[Collected data entries]
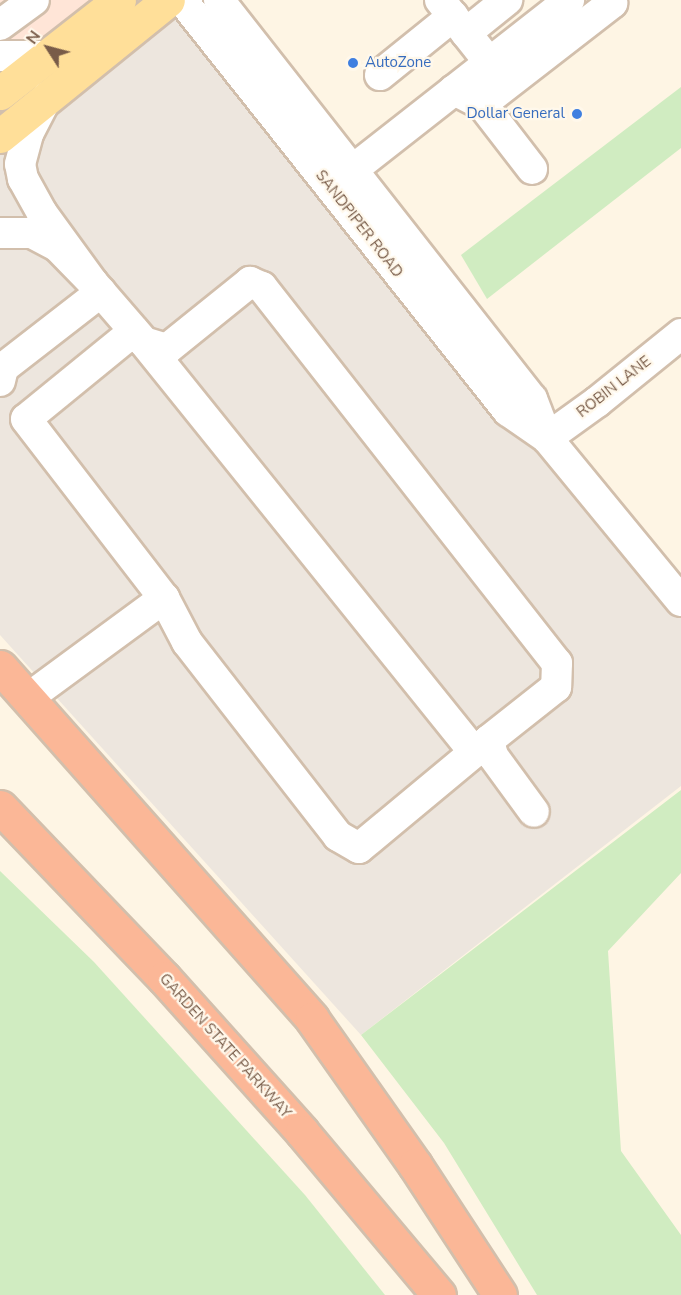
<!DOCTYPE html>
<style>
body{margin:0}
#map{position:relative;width:681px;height:1295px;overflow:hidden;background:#fef5e4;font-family:"Nunito Sans",sans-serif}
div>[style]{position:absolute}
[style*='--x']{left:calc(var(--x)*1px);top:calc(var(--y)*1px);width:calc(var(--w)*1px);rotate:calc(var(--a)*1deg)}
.commercial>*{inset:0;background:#ffe5d7}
.industrial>*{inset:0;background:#ede6de}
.green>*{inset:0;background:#d0ecc1}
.roads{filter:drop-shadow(2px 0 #d2bfac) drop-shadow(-2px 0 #d2bfac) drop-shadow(0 2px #d2bfac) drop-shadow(0 -2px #d2bfac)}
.minor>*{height:30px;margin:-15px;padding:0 15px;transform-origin:15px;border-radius:15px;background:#fff}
.major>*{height:33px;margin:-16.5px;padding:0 16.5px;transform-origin:16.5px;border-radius:16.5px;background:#ffdf99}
.highway>*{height:33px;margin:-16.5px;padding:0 16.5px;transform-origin:16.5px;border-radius:16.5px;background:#fbb797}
.dots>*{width:16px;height:16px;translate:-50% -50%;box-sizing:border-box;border:3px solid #fff8eb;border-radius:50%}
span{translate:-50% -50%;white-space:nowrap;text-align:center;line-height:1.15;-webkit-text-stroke:4.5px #fff8eb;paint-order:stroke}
.shop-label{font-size:15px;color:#366cbe}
.left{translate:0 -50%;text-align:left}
.right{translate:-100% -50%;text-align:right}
.street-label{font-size:15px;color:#785b48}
.north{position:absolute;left:18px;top:18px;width:60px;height:60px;-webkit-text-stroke:4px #fff8eb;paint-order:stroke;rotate:306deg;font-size:16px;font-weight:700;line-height:24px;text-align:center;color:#785b48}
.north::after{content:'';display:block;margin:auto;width:21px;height:27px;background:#785b48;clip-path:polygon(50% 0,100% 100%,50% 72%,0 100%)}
</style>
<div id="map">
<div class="commercial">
<i style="clip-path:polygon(0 0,94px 0,41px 41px,0 42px)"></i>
</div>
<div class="industrial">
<i style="clip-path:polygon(168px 0,681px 602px,681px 786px,361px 1035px,0 635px,0 135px)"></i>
</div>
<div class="green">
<i style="clip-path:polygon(681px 87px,681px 148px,487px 299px,461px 255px)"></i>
<i style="clip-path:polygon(681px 790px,681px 873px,608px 951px,621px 1151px,681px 1235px,681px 1295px,537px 1295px,444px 1143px,361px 1035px)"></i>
<i style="clip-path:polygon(0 871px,94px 962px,305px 1195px,385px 1295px,0 1295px)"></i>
</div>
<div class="roads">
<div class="minor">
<i style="--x:182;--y:0;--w:525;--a:51.58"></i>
<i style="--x:508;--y:411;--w:47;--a:34.7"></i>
<i style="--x:547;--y:438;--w:211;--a:50.6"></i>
<i style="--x:219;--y:0;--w:507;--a:51.89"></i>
<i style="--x:532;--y:399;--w:42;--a:69"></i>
<i style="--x:440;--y:0;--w:79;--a:51.7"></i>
<i style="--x:0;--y:25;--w:42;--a:-36.3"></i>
<i style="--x:466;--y:33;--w:53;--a:-38.8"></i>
<i style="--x:0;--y:56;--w:48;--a:0"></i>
<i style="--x:380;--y:75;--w:94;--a:-38.9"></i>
<i style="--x:454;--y:90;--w:31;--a:27"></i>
<i style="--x:482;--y:104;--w:165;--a:-37.8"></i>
<i style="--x:612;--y:3;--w:4;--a:-124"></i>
<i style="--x:482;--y:104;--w:82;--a:52.4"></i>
<i style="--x:337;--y:182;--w:295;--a:-38.1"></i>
<i style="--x:0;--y:233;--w:32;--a:0"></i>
<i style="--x:32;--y:233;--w:30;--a:28"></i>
<i style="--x:58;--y:247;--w:50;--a:45.8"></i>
<i style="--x:93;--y:283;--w:87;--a:-126.1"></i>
<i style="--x:42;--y:213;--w:39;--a:-119"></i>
<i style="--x:23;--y:179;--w:15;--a:-101"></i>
<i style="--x:20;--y:164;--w:31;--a:-75"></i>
<i style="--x:28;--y:134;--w:42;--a:-62.8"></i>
<i style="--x:93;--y:283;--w:78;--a:49.2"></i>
<i style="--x:144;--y:342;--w:24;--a:17"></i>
<i style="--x:167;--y:349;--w:107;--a:-38.9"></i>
<i style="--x:250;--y:282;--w:13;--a:23"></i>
<i style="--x:262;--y:287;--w:478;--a:51.9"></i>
<i style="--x:557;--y:663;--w:24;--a:92"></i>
<i style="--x:556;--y:687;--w:85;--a:141.7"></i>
<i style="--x:489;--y:740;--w:16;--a:76"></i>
<i style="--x:493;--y:756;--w:69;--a:53.8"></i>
<i style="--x:134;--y:331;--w:139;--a:140.8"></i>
<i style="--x:26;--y:419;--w:226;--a:52.4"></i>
<i style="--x:164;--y:598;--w:50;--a:62.4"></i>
<i style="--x:187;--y:642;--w:246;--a:52.1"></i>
<i style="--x:338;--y:836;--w:24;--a:30"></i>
<i style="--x:359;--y:848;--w:169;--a:-39.7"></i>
<i style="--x:144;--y:342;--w:526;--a:51.17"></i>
<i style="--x:0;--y:381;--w:13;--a:-77"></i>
<i style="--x:3;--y:368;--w:124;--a:-37.8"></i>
<i style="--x:547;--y:438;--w:62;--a:-35.8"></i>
<i style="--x:597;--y:402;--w:108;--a:-39"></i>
<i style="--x:28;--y:698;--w:169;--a:-36.3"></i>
</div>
<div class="major">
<i style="--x:0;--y:93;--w:151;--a:-38"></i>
<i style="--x:0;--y:136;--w:216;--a:-39"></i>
</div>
<div class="highway">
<i style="--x:0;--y:667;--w:470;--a:48.4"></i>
<i style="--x:312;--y:1019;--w:179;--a:54.8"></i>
<i style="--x:415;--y:1165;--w:155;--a:56.8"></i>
<i style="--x:0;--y:807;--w:237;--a:46.2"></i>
<i style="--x:164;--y:978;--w:207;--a:48.1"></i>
<i style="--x:302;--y:1132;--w:213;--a:50"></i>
</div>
</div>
<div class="dots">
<i style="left:353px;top:63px;background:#3f7fe0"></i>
<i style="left:577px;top:114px;background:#3f7fe0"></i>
</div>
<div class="shop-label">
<span class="left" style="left:365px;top:63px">AutoZone</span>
<span class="right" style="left:565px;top:114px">Dollar General</span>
</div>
<div class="street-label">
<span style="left:359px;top:224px;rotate:52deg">SANDPIPER ROAD</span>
<span style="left:614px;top:387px;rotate:-38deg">ROBIN LANE</span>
<span style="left:225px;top:1046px;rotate:48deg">GARDEN STATE PARKWAY</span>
</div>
<div class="north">N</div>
</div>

Work request: Count of lines with "roads": please work it out for the entries above and give the number by itself.

Answer to this exercise: 2